**Information:**
┌────────

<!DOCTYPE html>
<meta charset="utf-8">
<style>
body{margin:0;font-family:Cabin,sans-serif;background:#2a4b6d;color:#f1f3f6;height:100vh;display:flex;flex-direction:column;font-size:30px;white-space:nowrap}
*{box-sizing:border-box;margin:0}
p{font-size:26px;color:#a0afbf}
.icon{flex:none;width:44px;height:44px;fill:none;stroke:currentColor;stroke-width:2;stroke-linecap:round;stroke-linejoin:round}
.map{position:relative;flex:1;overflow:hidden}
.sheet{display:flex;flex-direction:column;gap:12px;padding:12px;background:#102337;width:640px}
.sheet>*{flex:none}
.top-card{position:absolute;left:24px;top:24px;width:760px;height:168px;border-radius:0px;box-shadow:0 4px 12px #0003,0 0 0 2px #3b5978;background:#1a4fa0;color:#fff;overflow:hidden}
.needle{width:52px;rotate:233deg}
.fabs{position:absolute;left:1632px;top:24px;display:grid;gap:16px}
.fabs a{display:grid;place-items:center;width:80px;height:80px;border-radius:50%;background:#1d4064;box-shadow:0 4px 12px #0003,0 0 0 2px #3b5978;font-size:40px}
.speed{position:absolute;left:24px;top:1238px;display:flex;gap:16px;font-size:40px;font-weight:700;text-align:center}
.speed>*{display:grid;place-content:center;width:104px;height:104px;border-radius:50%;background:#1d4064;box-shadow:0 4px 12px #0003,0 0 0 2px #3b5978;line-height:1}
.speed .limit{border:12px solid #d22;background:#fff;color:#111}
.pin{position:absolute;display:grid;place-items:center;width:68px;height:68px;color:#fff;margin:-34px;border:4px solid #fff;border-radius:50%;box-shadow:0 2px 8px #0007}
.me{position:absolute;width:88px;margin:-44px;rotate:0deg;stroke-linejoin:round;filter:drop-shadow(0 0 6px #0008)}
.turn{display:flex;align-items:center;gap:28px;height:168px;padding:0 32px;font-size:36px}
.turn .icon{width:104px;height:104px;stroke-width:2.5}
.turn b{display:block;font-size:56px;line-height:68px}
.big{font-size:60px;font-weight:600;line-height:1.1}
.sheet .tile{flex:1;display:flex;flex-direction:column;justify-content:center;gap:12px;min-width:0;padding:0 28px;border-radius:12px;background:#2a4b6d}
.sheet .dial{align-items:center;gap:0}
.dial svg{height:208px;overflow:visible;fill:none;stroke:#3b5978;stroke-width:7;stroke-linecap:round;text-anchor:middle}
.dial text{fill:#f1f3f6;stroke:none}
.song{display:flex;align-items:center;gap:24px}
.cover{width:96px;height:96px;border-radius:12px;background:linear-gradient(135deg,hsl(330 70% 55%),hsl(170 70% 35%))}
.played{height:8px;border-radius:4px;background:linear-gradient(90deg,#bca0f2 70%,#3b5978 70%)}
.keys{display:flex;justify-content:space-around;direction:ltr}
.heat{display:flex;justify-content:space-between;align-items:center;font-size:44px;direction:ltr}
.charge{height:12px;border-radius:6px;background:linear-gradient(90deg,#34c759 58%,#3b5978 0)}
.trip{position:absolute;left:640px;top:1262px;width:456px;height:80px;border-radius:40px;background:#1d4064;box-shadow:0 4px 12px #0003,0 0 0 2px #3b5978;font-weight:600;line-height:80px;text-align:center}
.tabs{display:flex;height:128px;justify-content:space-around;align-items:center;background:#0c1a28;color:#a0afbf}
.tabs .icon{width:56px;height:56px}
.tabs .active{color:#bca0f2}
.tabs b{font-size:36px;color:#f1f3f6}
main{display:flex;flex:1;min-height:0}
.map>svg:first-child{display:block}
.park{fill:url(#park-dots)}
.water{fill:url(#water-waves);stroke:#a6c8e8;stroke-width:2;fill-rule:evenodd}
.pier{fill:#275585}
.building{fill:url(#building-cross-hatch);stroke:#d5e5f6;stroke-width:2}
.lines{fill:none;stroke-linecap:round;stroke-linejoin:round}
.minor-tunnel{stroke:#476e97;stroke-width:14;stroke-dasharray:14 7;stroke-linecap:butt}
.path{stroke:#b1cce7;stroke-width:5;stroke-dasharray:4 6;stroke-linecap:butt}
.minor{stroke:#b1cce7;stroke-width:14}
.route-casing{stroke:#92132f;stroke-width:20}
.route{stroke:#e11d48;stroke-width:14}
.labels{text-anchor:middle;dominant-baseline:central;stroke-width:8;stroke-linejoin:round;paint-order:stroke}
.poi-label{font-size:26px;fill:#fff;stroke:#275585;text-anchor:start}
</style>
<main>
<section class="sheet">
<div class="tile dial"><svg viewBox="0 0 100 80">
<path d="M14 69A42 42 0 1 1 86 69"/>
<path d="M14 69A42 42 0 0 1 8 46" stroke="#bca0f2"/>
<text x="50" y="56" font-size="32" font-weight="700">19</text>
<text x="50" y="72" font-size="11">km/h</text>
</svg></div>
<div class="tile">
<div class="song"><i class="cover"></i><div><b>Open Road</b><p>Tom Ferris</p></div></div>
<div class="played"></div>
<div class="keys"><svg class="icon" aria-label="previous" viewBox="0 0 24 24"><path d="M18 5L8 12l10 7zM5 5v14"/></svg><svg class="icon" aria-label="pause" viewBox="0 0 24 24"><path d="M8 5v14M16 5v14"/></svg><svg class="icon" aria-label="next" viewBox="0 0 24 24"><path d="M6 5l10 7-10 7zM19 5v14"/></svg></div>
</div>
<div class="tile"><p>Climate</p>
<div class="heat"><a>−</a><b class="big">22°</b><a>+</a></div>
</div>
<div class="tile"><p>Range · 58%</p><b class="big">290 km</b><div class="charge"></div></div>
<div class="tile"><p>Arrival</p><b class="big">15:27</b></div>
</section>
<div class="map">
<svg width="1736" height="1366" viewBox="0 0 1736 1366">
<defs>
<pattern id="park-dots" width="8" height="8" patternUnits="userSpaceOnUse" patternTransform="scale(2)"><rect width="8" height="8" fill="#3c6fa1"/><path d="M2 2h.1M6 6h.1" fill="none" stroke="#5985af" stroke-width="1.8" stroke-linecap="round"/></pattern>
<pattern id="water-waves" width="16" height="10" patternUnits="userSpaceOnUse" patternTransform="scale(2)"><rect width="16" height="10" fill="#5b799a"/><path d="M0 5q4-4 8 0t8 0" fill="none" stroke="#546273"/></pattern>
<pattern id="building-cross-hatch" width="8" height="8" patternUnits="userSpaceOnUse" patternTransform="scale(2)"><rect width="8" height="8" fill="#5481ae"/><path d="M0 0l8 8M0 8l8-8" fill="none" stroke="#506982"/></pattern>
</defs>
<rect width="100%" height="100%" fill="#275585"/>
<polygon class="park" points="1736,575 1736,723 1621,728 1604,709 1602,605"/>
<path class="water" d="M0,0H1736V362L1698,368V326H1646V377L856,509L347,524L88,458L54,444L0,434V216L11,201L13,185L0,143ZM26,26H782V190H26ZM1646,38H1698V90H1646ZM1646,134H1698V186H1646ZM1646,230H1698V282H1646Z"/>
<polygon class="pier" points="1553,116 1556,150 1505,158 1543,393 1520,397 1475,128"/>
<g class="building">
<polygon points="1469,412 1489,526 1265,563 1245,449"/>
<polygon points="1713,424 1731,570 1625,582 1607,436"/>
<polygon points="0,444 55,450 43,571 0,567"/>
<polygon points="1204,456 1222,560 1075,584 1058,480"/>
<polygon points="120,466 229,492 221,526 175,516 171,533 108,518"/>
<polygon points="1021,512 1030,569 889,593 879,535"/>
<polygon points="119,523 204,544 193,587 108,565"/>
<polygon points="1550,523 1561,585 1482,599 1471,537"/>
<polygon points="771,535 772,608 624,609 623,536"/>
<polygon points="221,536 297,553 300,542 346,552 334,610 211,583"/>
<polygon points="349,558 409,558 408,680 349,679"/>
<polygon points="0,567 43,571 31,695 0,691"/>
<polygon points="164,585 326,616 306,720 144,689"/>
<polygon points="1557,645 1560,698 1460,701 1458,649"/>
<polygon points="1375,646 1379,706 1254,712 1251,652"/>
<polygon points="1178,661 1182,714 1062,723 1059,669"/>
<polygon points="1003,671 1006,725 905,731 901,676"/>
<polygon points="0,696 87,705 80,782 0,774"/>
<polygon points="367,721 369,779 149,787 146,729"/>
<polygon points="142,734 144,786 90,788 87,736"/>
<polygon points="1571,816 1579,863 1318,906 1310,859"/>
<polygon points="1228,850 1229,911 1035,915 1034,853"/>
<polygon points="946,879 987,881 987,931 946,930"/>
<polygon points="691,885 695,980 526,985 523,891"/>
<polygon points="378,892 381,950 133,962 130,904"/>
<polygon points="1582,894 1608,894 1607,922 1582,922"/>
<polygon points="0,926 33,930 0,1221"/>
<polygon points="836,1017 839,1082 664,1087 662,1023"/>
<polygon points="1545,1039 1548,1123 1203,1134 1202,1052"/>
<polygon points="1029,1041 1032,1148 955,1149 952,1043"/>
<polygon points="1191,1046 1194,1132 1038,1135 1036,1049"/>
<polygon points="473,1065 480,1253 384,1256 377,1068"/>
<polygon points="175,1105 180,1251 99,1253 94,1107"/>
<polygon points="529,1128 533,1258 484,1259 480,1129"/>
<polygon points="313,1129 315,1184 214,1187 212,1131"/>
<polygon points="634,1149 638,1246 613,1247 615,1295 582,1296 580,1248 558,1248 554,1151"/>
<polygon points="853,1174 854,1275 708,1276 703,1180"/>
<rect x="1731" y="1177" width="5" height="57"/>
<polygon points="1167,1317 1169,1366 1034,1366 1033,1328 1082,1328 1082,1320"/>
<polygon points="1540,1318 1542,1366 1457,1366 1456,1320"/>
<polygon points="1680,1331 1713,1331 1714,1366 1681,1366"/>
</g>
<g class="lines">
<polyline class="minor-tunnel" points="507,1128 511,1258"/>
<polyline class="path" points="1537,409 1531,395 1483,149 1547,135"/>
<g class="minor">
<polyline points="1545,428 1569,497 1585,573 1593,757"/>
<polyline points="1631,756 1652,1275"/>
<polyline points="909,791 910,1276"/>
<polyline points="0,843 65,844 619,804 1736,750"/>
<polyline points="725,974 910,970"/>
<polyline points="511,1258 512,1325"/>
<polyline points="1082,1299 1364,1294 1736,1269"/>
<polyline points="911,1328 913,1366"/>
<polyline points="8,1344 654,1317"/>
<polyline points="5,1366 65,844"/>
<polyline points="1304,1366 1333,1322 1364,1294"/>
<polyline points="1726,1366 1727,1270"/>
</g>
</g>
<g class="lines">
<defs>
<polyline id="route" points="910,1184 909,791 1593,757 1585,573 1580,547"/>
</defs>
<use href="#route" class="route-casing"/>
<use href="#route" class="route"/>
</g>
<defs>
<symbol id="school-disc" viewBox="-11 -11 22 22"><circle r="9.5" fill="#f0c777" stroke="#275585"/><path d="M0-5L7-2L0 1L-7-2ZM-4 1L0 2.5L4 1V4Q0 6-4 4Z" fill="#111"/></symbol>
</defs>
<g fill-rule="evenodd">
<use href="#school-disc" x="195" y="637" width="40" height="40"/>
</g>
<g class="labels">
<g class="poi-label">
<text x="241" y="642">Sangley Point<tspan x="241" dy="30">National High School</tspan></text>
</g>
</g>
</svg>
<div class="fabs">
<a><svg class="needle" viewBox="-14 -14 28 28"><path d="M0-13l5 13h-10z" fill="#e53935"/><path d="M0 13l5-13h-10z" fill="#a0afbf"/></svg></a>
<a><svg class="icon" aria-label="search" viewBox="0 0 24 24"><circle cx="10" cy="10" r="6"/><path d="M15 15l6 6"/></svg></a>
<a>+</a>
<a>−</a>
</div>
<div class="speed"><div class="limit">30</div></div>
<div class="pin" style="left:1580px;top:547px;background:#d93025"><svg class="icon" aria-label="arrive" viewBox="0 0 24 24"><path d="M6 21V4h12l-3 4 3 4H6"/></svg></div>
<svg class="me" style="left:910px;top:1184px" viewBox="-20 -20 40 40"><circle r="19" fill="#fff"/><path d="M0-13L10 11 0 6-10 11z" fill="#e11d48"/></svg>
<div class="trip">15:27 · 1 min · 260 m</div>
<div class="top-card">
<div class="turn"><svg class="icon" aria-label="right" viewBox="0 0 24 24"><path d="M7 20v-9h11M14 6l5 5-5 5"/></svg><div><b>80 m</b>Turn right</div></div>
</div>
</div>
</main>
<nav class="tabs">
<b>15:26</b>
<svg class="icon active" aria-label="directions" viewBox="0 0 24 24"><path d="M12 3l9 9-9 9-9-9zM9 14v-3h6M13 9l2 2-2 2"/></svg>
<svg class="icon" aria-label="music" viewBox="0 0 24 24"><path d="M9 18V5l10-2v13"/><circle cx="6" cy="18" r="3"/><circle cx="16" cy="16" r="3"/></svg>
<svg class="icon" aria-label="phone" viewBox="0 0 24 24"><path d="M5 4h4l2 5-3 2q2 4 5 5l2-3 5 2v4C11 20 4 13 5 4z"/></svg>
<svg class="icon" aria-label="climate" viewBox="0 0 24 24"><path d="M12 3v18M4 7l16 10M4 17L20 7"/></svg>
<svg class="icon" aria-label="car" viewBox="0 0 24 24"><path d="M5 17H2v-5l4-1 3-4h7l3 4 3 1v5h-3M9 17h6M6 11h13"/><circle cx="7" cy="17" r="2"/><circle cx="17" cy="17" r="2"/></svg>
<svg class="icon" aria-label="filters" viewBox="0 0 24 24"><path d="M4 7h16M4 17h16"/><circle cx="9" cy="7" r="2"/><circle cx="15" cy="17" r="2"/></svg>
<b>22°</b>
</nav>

└────────

Wherever the string "rule" appears in the data above, report the whole line.

**Solved exercise:**
.water{fill:url(#water-waves);stroke:#a6c8e8;stroke-width:2;fill-rule:evenodd}
<g fill-rule="evenodd">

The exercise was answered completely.